Requirement: Write out only the opening lines of the entries, through the line with "filter:drop-shadow(2px 0 #61513e)".

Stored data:
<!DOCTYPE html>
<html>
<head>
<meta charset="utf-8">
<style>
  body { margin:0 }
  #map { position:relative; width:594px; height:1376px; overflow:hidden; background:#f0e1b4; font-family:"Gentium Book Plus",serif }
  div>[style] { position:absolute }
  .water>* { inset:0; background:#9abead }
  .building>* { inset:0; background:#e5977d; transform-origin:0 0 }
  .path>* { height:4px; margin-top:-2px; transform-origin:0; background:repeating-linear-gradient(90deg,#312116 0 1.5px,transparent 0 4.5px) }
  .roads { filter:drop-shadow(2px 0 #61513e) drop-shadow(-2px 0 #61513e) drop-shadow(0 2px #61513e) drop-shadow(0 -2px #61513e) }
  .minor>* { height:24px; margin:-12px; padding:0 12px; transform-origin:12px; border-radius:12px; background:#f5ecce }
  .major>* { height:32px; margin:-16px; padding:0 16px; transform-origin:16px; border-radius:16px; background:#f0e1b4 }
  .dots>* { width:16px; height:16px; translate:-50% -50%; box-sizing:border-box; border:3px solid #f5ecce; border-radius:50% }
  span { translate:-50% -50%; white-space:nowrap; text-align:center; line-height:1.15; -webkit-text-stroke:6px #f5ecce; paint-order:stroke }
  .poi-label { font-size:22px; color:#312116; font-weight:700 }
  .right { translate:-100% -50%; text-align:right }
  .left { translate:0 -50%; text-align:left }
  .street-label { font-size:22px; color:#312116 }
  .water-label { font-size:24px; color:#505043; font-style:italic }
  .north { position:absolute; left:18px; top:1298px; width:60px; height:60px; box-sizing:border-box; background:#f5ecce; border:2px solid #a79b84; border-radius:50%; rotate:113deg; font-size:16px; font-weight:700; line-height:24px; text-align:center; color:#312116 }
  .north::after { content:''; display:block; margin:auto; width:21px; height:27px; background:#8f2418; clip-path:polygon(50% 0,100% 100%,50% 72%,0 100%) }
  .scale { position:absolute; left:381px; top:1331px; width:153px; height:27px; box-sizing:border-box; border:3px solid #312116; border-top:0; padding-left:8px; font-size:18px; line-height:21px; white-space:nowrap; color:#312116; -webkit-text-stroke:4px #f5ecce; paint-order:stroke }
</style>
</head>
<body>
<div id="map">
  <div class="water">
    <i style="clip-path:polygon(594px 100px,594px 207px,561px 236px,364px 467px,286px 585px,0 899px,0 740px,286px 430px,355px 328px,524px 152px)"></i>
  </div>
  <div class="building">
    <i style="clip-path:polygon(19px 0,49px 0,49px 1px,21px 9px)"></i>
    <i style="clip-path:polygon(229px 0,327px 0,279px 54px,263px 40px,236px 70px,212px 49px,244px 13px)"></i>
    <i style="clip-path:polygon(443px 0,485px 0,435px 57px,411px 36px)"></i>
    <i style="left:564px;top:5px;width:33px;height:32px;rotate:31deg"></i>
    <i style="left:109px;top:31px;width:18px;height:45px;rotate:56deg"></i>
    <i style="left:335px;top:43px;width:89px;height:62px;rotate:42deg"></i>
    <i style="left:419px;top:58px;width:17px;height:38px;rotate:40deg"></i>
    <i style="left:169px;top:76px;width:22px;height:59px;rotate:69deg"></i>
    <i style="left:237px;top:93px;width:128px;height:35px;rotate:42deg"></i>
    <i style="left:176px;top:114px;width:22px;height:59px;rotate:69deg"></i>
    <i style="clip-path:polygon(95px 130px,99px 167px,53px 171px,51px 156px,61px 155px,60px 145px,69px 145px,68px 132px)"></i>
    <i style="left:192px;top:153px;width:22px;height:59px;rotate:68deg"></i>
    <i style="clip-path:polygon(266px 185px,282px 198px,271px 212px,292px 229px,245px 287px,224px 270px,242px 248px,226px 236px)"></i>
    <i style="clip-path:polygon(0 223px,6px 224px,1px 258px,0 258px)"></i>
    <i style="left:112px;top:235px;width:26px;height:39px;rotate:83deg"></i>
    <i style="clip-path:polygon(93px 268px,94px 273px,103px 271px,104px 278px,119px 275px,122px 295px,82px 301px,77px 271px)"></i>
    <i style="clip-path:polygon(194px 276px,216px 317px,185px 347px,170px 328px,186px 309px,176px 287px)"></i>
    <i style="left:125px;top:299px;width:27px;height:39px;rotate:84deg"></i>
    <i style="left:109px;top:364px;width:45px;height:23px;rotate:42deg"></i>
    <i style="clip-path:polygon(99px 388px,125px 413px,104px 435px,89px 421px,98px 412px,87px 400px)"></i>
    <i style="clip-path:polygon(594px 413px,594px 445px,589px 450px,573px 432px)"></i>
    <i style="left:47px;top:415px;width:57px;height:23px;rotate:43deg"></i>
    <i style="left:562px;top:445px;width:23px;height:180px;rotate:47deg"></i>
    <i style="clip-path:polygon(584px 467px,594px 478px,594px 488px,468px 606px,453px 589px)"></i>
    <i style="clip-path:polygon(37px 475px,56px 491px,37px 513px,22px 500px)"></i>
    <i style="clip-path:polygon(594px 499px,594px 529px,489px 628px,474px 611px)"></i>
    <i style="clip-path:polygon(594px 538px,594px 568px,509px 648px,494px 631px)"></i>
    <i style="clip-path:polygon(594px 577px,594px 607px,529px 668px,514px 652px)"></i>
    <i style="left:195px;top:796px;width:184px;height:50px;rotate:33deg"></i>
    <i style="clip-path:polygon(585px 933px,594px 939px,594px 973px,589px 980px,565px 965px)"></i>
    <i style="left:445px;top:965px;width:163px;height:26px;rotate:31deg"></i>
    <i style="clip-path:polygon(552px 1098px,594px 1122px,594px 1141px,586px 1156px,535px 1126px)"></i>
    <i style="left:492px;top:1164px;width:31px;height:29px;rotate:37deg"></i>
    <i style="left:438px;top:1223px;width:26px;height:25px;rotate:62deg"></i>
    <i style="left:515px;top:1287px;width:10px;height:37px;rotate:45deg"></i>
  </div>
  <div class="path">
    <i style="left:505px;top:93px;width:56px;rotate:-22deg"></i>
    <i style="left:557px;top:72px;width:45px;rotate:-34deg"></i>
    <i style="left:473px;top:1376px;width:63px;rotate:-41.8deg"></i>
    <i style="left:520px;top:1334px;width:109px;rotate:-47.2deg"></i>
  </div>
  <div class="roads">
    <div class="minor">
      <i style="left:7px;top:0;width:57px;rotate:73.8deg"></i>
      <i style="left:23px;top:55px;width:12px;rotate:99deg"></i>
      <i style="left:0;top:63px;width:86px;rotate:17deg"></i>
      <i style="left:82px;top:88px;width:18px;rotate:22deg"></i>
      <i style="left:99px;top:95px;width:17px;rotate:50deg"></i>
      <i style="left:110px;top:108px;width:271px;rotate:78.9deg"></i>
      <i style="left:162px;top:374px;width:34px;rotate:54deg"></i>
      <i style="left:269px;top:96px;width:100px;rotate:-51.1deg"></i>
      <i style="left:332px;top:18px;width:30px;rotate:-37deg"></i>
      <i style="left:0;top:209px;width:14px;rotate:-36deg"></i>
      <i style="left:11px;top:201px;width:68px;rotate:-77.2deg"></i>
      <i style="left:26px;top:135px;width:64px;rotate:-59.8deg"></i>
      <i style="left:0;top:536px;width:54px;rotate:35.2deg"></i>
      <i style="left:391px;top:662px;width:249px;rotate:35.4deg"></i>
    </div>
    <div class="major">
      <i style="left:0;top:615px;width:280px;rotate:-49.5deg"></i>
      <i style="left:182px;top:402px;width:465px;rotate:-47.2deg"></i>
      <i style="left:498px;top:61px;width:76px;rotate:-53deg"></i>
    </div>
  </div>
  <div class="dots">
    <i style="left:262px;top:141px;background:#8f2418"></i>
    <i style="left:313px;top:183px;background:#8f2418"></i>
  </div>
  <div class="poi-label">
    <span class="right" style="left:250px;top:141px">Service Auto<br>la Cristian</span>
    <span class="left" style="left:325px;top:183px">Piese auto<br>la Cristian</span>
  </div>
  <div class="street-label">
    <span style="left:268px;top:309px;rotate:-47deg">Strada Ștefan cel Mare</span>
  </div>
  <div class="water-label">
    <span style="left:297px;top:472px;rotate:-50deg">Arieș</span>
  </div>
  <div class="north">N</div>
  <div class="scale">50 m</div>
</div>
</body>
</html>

Result:
<!DOCTYPE html>
<html>
<head>
<meta charset="utf-8">
<style>
  body { margin:0 }
  #map { position:relative; width:594px; height:1376px; overflow:hidden; background:#f0e1b4; font-family:"Gentium Book Plus",serif }
  div>[style] { position:absolute }
  .water>* { inset:0; background:#9abead }
  .building>* { inset:0; background:#e5977d; transform-origin:0 0 }
  .path>* { height:4px; margin-top:-2px; transform-origin:0; background:repeating-linear-gradient(90deg,#312116 0 1.5px,transparent 0 4.5px) }
  .roads { filter:drop-shadow(2px 0 #61513e) drop-shadow(-2px 0 #61513e) drop-shadow(0 2px #61513e) drop-shadow(0 -2px #61513e) }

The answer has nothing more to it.